▶ _Problem_:
Return the data below in full and exactly, except that the pictures are dropped.

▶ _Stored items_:
#####

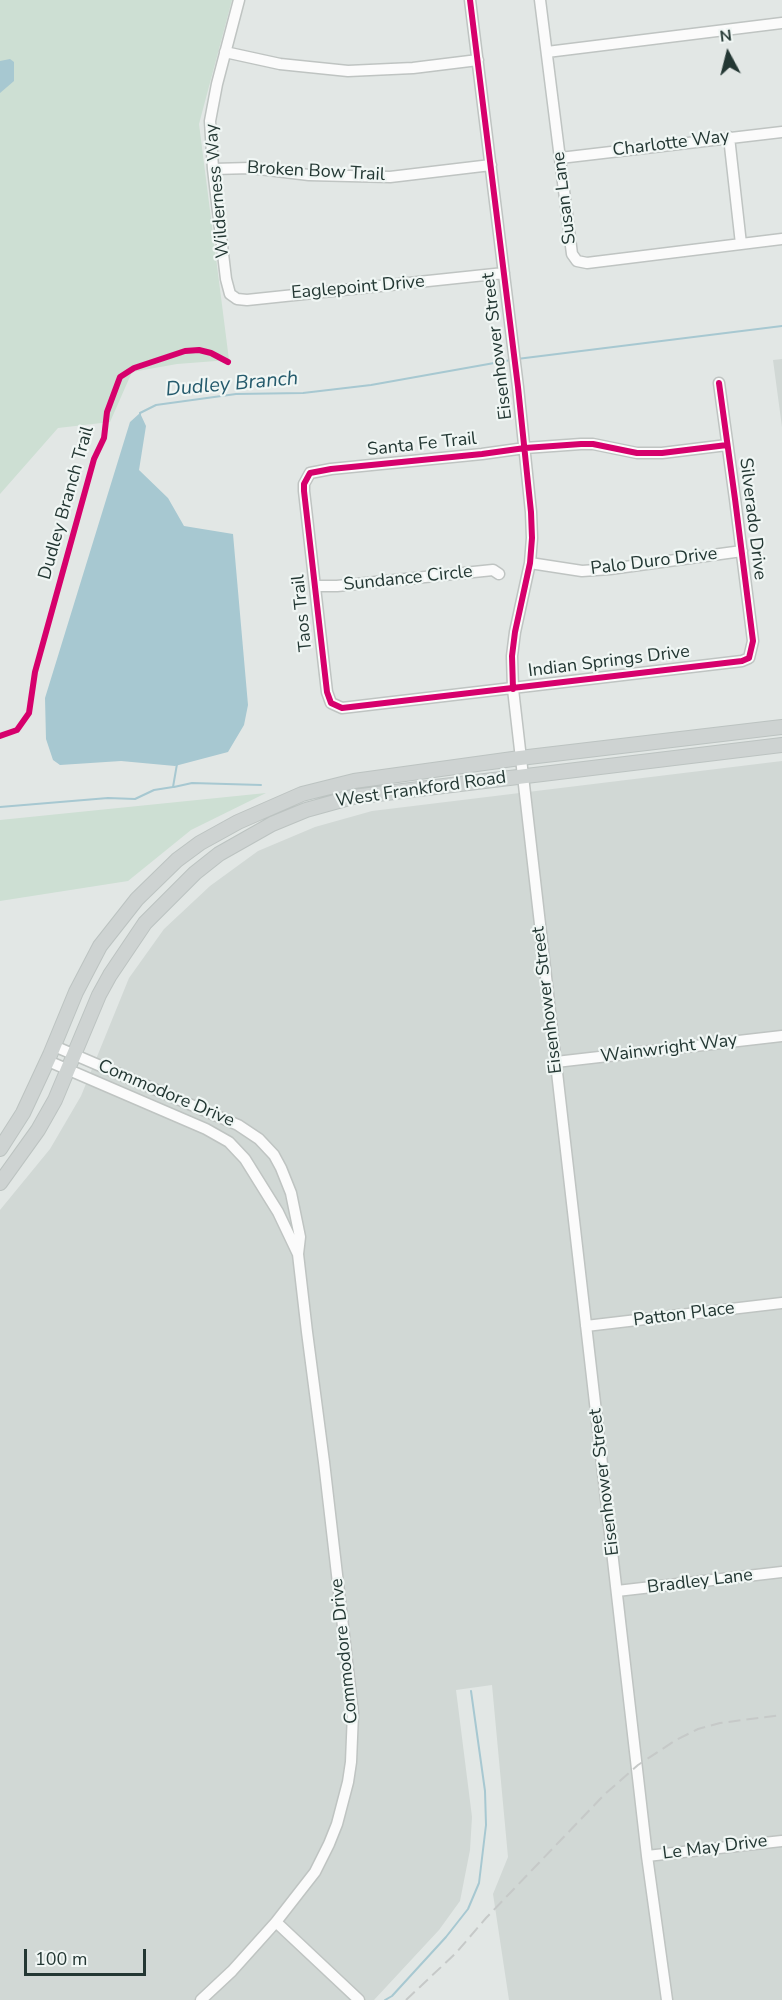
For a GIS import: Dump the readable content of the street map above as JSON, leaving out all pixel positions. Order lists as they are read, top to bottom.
{
  "streets": {
    "main road": ["West Frankford Road"],
    "street": [
      "Charlotte Way",
      "Broken Bow Trail",
      "Wilderness Way",
      "Susan Lane",
      "Eaglepoint Drive",
      "Eisenhower Street",
      "Santa Fe Trail",
      "Silverado Drive",
      "Palo Duro Drive",
      "Sundance Circle",
      "Taos Trail",
      "Indian Springs Drive",
      "Wainwright Way",
      "Commodore Drive",
      "Patton Place",
      "Bradley Lane",
      "Le May Drive"
    ],
    "cycle path": ["Dudley Branch Trail"]
  },
  "crossings": [
    ["Charlotte Way", "Susan Lane"],
    ["Broken Bow Trail", "Wilderness Way"],
    ["Broken Bow Trail", "Eisenhower Street"],
    ["Wilderness Way", "Eaglepoint Drive"],
    ["Eaglepoint Drive", "Eisenhower Street"],
    ["Eisenhower Street", "Santa Fe Trail"],
    ["Eisenhower Street", "Palo Duro Drive"],
    ["Eisenhower Street", "Indian Springs Drive"],
    ["Eisenhower Street", "West Frankford Road"],
    ["Eisenhower Street", "Wainwright Way"],
    ["Eisenhower Street", "Patton Place"],
    ["Eisenhower Street", "Bradley Lane"],
    ["Eisenhower Street", "Le May Drive"],
    ["Santa Fe Trail", "Silverado Drive"],
    ["Santa Fe Trail", "Taos Trail"],
    ["Silverado Drive", "Palo Duro Drive"],
    ["Silverado Drive", "Indian Springs Drive"],
    ["Sundance Circle", "Taos Trail"],
    ["Taos Trail", "Indian Springs Drive"],
    ["West Frankford Road", "Commodore Drive"]
  ],
  "water": ["Dudley Branch"],
  "scale_bar": "100 m",
  "north": "top"
}
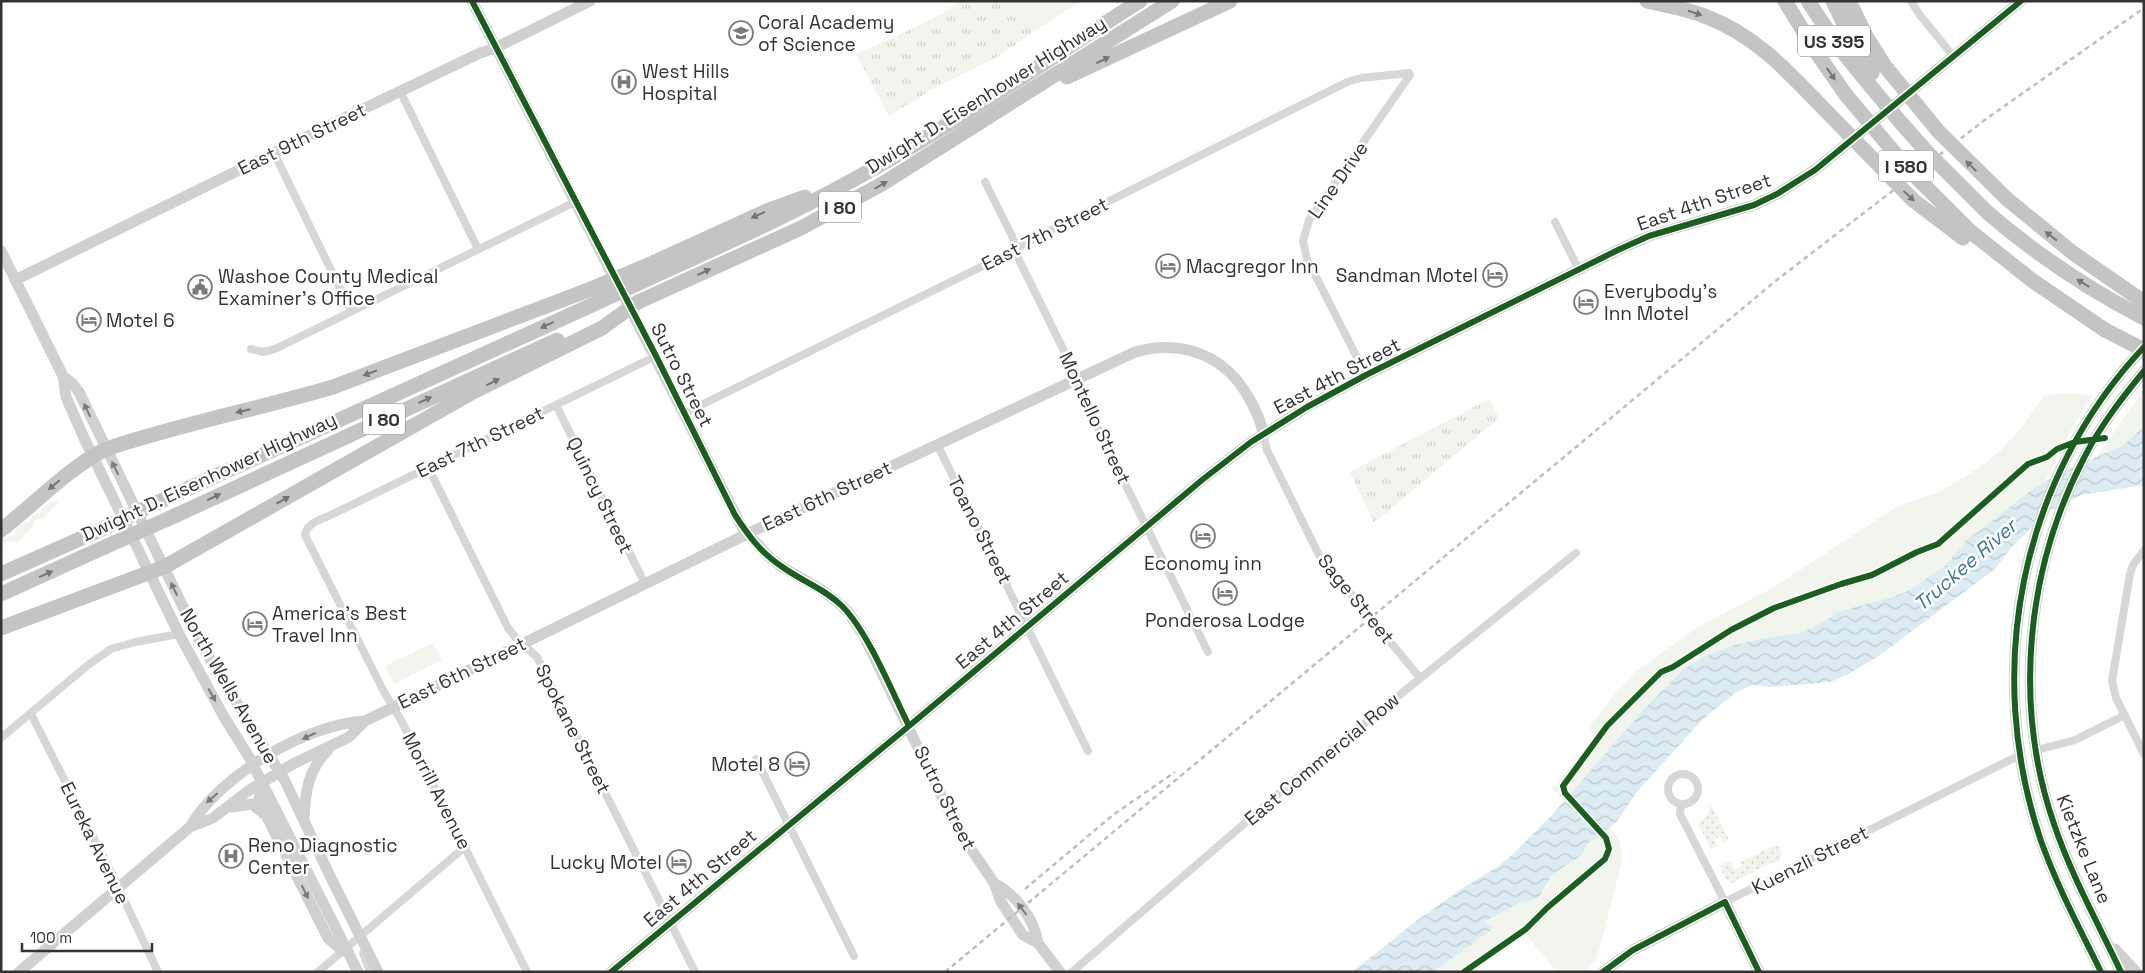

#####

▶ _Task solution_:
For a GIS import: Dump the readable content of the street map above as JSON, leaving out all pixel positions. Order lists as they are read, top to bottom.
{
  "streets": {
    "main road": ["West Frankford Road"],
    "street": [
      "Charlotte Way",
      "Broken Bow Trail",
      "Wilderness Way",
      "Susan Lane",
      "Eaglepoint Drive",
      "Eisenhower Street",
      "Santa Fe Trail",
      "Silverado Drive",
      "Palo Duro Drive",
      "Sundance Circle",
      "Taos Trail",
      "Indian Springs Drive",
      "Wainwright Way",
      "Commodore Drive",
      "Patton Place",
      "Bradley Lane",
      "Le May Drive"
    ],
    "cycle path": ["Dudley Branch Trail"]
  },
  "crossings": [
    ["Charlotte Way", "Susan Lane"],
    ["Broken Bow Trail", "Wilderness Way"],
    ["Broken Bow Trail", "Eisenhower Street"],
    ["Wilderness Way", "Eaglepoint Drive"],
    ["Eaglepoint Drive", "Eisenhower Street"],
    ["Eisenhower Street", "Santa Fe Trail"],
    ["Eisenhower Street", "Palo Duro Drive"],
    ["Eisenhower Street", "Indian Springs Drive"],
    ["Eisenhower Street", "West Frankford Road"],
    ["Eisenhower Street", "Wainwright Way"],
    ["Eisenhower Street", "Patton Place"],
    ["Eisenhower Street", "Bradley Lane"],
    ["Eisenhower Street", "Le May Drive"],
    ["Santa Fe Trail", "Silverado Drive"],
    ["Santa Fe Trail", "Taos Trail"],
    ["Silverado Drive", "Palo Duro Drive"],
    ["Silverado Drive", "Indian Springs Drive"],
    ["Sundance Circle", "Taos Trail"],
    ["Taos Trail", "Indian Springs Drive"],
    ["West Frankford Road", "Commodore Drive"]
  ],
  "water": ["Dudley Branch"],
  "scale_bar": "100 m",
  "north": "top"
}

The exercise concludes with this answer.